O Twitter completou 20 anos hoje; o X virou um inferno. Por Pedro Zambarda

Uma crítica

A conta OnThisDayInGaming (sigam eles no X, recomendo!) lembrou hoje, entre aniversários de jogos da grande indústria, que o Twitter completou 20 anos. Nasceu em 21 de março de 2006.

Criei minha conta em abril de 2008, quando fazia iniciação científica na Faculdade Cásper Líbero. Foi a primeira rede profissional que alimentei. Me recuso até hoje a chamar Twitter de X. Cultivei, a muito custo, meus 17 mil seguidores. Cheguei a ter selinho azul de autenticado, porque o gabinete do ódio do Bolsonaro derrubou minha conta por causa do meu trabalho jornalístico. Nunca paguei pelo selo azul.

A aquisição do Twitter/X pelo bilionário Elon Musk acendeu meu sinal vermelho. Deixei de me engajar tanto lá, pra olhar sobretudo Facebook (sim, ainda tenho), Instagram, LinkedIn e, acima de todas, BlueSky. Tenho duas contas diferentes na rede Mastodon – uma da rede Orgânica da querida Biana.

Já administrei contas de centenas de milhares de seguidores. Nunca passei de dezenas de milhares. Não sou famoso.

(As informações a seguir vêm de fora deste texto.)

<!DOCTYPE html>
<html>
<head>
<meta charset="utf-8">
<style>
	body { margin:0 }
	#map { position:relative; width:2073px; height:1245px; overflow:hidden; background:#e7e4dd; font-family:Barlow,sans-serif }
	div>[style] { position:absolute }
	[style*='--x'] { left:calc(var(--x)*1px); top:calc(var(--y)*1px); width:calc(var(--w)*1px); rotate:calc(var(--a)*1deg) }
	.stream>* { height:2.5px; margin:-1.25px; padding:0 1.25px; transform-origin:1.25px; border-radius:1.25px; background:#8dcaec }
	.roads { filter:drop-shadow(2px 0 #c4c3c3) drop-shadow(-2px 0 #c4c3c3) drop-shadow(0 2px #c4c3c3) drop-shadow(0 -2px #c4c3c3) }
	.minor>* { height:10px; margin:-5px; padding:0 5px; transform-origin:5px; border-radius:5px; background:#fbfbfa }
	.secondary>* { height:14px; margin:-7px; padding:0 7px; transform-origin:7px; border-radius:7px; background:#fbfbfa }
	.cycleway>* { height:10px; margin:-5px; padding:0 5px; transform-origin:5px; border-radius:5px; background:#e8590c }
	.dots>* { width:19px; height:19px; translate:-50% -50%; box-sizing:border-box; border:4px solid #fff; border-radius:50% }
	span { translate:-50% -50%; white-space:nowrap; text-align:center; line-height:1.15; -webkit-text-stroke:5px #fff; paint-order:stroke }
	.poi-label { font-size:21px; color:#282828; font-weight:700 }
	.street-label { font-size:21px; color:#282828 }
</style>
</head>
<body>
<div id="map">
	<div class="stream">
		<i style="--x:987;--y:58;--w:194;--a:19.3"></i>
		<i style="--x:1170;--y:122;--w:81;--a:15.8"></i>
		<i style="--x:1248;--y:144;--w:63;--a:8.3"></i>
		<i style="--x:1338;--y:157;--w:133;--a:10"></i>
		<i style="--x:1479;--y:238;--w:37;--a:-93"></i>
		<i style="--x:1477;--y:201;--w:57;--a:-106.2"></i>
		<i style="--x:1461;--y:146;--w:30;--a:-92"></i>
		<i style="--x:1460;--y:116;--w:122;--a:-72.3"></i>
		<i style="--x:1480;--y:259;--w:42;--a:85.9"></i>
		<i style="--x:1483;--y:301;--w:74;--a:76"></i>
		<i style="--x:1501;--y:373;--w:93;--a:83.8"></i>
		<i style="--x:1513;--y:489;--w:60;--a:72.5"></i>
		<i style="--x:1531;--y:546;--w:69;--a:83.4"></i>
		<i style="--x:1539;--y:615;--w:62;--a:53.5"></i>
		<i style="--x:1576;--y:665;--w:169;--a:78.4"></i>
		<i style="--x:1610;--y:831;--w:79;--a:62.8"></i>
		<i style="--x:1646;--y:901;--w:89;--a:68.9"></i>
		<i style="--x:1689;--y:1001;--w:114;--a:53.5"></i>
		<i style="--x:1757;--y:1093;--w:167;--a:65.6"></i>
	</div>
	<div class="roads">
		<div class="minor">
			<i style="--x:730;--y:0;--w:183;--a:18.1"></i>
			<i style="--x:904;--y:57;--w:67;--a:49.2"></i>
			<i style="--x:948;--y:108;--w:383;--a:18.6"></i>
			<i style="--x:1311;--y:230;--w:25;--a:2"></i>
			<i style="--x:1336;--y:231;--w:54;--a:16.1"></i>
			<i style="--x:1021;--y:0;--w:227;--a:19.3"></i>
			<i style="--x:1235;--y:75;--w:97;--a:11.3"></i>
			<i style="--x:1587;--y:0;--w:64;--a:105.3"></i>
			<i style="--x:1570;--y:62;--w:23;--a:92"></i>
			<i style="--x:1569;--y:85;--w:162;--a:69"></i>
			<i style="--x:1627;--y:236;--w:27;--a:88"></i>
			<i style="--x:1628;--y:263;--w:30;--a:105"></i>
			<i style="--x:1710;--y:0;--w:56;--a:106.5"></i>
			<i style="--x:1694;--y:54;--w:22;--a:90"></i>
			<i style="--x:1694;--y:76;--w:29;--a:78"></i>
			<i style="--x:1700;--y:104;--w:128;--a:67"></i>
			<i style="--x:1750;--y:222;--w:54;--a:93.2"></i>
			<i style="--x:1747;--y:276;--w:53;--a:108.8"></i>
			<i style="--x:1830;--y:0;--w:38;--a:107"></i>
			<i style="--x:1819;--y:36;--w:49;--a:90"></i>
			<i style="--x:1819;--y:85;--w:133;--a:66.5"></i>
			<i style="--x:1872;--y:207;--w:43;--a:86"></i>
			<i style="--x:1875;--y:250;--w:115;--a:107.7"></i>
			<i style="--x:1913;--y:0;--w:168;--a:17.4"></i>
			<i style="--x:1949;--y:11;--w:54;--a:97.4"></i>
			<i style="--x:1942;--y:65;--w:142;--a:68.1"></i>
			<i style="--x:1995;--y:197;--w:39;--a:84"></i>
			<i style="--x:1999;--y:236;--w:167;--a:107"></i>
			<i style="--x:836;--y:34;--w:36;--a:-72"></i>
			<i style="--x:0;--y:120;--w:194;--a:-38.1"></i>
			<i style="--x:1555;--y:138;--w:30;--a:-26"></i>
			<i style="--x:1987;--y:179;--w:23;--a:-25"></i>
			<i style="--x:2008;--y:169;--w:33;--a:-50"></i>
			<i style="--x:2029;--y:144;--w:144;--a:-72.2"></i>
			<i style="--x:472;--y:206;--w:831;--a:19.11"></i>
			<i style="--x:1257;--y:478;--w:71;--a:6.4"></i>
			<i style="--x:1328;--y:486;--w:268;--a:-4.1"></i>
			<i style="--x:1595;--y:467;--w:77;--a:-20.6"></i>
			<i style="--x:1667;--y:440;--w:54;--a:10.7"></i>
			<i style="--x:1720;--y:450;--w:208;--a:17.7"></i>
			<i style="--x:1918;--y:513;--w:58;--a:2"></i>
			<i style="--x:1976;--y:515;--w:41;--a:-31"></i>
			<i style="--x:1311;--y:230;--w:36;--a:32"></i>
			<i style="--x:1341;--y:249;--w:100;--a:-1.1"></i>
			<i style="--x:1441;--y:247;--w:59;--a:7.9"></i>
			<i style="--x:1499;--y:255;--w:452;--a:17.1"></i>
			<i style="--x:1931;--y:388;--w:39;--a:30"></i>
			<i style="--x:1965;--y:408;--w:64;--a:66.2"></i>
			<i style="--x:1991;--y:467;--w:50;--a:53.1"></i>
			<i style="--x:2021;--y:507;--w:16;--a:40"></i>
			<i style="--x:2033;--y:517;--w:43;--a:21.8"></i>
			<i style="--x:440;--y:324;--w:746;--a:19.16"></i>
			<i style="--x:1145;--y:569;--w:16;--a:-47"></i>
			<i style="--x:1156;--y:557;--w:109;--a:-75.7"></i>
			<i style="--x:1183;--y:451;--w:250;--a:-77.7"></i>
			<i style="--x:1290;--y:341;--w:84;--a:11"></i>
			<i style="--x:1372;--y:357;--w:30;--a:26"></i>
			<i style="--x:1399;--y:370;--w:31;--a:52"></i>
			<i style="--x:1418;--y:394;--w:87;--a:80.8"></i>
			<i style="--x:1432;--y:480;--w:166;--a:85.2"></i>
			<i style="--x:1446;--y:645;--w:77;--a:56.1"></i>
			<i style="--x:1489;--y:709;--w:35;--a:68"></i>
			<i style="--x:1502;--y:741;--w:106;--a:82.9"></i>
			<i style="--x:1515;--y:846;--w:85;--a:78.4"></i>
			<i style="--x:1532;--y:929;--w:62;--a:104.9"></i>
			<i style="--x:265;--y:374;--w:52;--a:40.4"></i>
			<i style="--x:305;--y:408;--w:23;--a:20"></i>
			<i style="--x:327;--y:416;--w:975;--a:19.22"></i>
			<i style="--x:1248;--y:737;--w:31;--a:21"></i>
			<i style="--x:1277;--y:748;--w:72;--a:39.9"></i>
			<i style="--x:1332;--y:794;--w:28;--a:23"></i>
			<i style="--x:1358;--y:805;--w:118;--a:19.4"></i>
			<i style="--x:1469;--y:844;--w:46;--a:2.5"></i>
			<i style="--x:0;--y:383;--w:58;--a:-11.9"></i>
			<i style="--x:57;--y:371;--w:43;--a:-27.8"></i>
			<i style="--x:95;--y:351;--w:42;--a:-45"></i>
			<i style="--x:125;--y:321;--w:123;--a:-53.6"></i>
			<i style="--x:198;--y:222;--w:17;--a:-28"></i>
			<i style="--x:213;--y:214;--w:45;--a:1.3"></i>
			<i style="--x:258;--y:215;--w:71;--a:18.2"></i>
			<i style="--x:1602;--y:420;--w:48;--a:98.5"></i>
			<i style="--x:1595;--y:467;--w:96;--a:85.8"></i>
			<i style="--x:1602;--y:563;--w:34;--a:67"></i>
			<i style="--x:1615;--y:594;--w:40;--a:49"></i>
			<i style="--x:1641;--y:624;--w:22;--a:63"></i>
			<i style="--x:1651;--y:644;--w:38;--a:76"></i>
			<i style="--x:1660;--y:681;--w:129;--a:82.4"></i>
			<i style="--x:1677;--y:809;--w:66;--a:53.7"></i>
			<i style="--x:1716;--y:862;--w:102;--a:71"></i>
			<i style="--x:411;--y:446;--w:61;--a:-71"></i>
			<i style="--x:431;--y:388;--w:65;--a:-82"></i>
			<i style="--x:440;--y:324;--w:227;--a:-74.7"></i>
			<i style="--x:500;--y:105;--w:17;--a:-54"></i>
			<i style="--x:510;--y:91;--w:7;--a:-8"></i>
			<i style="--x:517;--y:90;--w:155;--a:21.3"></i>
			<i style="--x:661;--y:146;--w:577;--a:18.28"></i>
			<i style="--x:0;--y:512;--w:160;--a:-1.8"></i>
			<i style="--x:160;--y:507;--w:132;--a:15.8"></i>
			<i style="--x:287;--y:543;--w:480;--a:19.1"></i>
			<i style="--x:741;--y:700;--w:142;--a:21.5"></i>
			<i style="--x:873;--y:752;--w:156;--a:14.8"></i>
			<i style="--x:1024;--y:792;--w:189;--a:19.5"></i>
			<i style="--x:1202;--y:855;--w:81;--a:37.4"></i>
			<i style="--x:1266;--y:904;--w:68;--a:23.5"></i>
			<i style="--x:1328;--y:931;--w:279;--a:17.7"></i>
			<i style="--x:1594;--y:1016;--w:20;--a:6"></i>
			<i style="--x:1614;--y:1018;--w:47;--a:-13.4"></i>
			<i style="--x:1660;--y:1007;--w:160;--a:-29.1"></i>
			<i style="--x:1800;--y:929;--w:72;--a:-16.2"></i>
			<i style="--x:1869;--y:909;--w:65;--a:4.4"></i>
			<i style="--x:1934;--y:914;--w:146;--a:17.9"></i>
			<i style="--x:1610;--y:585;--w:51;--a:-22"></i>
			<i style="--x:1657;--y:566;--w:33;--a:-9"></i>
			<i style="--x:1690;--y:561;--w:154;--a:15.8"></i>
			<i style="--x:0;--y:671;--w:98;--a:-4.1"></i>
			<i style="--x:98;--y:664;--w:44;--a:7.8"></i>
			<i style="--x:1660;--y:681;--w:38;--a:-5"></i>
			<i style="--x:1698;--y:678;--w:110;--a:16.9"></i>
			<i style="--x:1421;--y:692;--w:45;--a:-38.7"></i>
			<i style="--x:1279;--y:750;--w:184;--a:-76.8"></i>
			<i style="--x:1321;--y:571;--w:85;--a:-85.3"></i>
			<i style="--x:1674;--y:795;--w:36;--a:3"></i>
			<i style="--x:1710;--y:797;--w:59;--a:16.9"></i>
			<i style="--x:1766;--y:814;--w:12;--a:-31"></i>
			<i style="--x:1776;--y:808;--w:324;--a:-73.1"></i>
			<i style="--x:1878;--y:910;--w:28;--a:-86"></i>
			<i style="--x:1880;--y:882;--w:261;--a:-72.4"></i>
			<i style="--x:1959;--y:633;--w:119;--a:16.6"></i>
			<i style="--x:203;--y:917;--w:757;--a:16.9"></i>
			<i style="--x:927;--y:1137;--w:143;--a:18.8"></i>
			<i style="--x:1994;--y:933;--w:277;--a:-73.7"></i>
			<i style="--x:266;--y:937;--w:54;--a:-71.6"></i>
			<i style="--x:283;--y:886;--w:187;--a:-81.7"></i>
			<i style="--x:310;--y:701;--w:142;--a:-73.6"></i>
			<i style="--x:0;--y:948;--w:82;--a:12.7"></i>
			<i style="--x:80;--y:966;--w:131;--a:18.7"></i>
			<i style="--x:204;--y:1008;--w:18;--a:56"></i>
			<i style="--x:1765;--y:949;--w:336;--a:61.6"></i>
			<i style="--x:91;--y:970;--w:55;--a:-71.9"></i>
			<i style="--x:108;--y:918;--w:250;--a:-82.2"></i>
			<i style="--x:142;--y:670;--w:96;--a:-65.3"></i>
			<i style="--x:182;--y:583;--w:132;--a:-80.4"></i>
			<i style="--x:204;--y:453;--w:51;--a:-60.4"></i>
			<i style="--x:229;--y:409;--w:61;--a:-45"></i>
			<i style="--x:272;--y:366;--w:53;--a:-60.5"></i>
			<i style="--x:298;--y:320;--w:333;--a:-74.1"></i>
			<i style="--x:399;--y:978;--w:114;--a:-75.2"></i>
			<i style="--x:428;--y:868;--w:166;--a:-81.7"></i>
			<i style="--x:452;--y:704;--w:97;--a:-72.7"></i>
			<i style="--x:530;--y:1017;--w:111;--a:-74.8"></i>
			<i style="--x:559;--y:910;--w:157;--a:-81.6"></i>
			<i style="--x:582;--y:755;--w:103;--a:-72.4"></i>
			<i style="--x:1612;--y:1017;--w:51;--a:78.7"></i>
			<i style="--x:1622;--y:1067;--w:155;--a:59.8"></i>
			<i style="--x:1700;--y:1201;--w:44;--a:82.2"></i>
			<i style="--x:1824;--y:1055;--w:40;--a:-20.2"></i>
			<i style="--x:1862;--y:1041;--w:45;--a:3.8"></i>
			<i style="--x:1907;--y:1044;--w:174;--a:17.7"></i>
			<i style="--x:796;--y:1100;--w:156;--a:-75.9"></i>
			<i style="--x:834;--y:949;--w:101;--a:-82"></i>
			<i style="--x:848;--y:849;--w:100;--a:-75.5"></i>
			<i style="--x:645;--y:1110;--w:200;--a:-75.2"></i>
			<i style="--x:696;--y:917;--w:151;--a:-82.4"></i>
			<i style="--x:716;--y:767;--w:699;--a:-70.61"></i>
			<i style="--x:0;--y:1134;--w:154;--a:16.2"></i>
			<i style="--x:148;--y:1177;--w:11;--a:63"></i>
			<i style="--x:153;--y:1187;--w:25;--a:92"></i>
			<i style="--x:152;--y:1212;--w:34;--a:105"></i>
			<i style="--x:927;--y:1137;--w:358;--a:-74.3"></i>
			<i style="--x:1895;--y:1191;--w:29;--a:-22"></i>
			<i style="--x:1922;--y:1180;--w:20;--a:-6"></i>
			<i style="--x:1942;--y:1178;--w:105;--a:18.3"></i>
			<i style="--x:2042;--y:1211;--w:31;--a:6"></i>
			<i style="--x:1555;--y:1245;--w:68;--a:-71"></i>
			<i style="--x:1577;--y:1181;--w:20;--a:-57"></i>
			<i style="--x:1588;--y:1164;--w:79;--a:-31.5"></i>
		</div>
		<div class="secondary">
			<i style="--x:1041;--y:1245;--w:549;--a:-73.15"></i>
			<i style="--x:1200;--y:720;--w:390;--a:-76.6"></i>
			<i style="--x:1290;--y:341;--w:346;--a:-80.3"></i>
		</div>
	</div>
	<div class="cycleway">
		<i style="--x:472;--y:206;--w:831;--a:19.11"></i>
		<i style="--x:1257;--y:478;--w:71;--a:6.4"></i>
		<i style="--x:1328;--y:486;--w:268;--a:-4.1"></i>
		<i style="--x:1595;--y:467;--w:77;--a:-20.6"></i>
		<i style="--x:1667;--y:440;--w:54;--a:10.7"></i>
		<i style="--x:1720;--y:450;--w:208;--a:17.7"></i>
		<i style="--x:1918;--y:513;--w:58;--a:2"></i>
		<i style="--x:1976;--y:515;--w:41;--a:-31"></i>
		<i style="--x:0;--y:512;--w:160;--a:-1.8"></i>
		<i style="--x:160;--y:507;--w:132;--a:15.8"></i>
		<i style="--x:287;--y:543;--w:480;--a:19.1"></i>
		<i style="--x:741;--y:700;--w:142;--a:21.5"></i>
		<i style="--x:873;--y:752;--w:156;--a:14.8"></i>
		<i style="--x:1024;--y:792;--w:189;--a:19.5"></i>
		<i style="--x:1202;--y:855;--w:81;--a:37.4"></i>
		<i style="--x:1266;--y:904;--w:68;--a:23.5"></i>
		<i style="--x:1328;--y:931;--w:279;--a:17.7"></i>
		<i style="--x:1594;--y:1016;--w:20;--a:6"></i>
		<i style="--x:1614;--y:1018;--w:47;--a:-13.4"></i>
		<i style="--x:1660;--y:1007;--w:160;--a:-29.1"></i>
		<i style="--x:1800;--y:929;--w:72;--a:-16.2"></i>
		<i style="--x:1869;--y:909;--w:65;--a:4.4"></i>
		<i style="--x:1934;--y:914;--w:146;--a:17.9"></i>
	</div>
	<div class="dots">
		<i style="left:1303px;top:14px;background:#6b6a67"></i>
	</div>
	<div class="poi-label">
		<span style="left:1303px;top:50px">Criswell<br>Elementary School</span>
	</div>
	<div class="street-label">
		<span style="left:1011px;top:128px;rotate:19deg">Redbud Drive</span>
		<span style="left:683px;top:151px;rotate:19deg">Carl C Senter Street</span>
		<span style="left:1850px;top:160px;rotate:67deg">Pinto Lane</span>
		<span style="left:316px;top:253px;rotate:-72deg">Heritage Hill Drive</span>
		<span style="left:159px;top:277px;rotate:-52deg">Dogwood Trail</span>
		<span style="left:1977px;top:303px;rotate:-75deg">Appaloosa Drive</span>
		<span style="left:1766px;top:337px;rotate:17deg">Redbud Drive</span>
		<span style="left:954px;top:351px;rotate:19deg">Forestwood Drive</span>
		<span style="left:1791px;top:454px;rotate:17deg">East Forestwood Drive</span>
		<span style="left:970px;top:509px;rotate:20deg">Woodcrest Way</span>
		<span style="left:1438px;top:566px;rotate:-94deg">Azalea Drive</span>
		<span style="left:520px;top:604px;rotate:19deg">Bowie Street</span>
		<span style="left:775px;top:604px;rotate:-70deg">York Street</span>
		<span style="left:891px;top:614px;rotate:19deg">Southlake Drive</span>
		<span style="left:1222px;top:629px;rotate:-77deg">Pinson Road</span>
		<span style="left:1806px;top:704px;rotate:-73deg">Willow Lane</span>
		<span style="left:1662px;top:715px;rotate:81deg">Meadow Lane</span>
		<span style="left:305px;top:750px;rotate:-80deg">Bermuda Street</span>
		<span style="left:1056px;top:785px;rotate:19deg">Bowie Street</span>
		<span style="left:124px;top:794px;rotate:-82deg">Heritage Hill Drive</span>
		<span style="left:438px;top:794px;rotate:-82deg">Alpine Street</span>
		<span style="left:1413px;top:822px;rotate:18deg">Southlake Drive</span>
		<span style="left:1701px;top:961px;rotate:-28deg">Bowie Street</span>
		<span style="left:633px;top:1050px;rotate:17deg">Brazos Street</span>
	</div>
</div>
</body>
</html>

Musk me ensinou, sendo o bilionário de extrema direita que é, intolerante como é, que as redes sociais são no máximo ferramentas de trabalho de comunicação.  Quem está ganhando dinheiro ali é a empresa que usa e abusa dos nossos dados. Quando não os utiliza em nome de interesses inconfessáveis.

Gosto de interagir nas redes. Gosto de quem conheço nelas. Tenho pouquíssima esperança sobre esses espaços. Seu uso político está beirando o inaceitável. E eu diria que pessoas de esquerda, LGBTQIAP+ e muitos outros correm riscos no Twitter.

20 anos depois, o sonho do Twitter e da internet virou pesadelo. O que vai acontecer em mais 20 anos?

** Este texto não reflete, necessariamente, a opinião do Portal UAI.